Last edited by crazysam23_Atax at Apr 18, 2014,
#10
I'm not too bad with my hands (made my own valve amp from scratch, including cab and enclosure and all), so I think I should be OK enlarging it until it fits in. But that's a good question about the setup: in short, no. I bought that strat used about 7-8 months ago (for like $300...). When I brough it back home it was in not such a good shape, so I took it completely apart (short of removing the neck) and gave it a good cleaning (it still had remnants of the pickguard plastic cover under the volume and tone knobs, seriously... that thing is from like 1999), plus I fixed the intonation, which was pretty bad. Action was just fine so I didn't mess with it much (although I need to work on it because bending the high e string on the upper frets causes some buzzing).

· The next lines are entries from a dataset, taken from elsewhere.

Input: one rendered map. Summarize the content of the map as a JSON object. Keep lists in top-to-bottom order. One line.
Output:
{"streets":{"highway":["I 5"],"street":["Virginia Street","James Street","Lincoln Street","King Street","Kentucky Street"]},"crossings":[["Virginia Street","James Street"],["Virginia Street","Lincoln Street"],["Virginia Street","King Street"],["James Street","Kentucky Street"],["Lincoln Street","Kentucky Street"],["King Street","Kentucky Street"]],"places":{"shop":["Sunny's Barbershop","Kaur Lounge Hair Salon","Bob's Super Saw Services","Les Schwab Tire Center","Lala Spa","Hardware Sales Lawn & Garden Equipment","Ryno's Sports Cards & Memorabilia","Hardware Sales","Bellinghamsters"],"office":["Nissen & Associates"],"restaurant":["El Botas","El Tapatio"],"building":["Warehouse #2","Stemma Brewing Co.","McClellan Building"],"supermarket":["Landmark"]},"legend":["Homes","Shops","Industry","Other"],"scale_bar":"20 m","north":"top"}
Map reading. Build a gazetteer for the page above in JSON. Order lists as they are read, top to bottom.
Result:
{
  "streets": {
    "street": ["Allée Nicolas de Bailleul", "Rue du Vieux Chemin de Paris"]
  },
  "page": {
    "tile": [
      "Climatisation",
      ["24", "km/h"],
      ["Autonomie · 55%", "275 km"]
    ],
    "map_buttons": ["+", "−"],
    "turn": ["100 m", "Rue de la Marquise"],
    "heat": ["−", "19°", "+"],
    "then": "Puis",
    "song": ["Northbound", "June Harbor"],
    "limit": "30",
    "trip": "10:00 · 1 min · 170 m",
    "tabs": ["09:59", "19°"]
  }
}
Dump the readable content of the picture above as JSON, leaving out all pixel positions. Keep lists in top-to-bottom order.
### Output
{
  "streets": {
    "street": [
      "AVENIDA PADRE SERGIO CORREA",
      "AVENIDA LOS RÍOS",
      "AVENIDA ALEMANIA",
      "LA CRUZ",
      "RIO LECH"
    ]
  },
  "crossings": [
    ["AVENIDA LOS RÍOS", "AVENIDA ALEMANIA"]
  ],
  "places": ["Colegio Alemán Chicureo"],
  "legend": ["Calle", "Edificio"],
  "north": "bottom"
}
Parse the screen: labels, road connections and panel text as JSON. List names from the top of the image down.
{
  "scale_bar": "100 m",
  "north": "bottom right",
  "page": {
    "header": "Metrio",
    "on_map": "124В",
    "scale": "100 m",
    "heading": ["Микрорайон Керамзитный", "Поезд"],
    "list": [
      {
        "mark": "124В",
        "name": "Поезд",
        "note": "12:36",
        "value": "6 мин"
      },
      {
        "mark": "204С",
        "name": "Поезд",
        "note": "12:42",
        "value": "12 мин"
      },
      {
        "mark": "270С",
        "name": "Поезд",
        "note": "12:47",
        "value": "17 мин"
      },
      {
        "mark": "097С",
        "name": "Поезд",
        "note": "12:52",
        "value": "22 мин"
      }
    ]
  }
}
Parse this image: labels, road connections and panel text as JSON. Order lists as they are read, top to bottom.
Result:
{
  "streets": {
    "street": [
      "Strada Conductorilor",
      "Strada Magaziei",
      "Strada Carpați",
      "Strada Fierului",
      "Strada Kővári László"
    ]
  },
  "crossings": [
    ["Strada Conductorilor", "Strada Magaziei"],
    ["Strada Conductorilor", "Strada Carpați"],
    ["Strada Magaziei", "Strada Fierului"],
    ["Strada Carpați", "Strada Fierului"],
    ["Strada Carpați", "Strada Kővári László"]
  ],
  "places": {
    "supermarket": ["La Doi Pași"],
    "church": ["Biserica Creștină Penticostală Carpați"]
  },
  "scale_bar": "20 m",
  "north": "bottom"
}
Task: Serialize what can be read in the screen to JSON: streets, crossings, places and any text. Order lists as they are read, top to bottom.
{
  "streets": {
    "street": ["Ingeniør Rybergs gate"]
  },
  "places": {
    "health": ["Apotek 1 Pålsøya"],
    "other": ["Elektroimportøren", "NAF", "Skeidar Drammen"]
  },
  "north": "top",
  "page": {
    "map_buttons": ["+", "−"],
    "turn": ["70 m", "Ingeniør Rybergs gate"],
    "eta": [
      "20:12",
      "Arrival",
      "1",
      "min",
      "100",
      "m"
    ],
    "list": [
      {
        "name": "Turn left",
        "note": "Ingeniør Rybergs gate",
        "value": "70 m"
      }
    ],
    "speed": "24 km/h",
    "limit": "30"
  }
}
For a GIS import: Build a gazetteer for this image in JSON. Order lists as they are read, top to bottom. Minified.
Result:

I put a set of 9-42s I had lying around, and it's been working well ever since.

But no I didn't adjust the neck when I put the new set of 10-52 today. I did look at the neck relief before and after and didn't notice much of a change, but to be honest I eyeballed it. I've ordered a string height gauge but haven't received it yet. I'll check (actually measure) the relief again when I get it and I'll adjust if needed. So far it feels OK. But in short I sort of consider that guitar my 'setup learner's guitar'. It feels and plays well, but I'll try to improve on it...
#11
Well, you sound like you know a bit of what you're doing then.




I apologize. I tend to assume people don't know what they're doing, because...more often than not, that's the case. Anyway, by all means, go to it then!
#12
You don't need files for a nut on a Strat. Just get some sandpaper and take very slight amounts away until it fits properly. This thread got way more complicated than it needed to get.
Last edited by JustRooster at Apr 19, 2014,
#13
Quote by crazysam23_Atax
Well, you sound like you know a bit of what you're doing then.




I apologize. I tend to assume people don't know what they're doing, because...more often than not, that's the case. Anyway, by all means, go to it then!


:-D No apologies needed!

I filed it some and it's much better. Yesterday I'd say about... 1/4 of the string "height" was actually inside the groove. So really most of the string was above the nut and it was resting on two points, basically resting on the edges of the groove. Today I slackened the string, took a 16 gauge string and laid it inside the groove to protect the bottom of the groove from the file (because you're right, I don't want the groove to get deeper) and enlarged the groove (for the low E, A and G strings), and now about 90% of each string is actually within the groove. So I'd think it should be much better...

@JustRooster: I used a very small file. I guess sand paper would work, except it would be a little harder because it's not rigid and the area you work in is really small...
#14
Hold both ends of the sandpaper, pull it tight. I do it almost every day. It's super easy.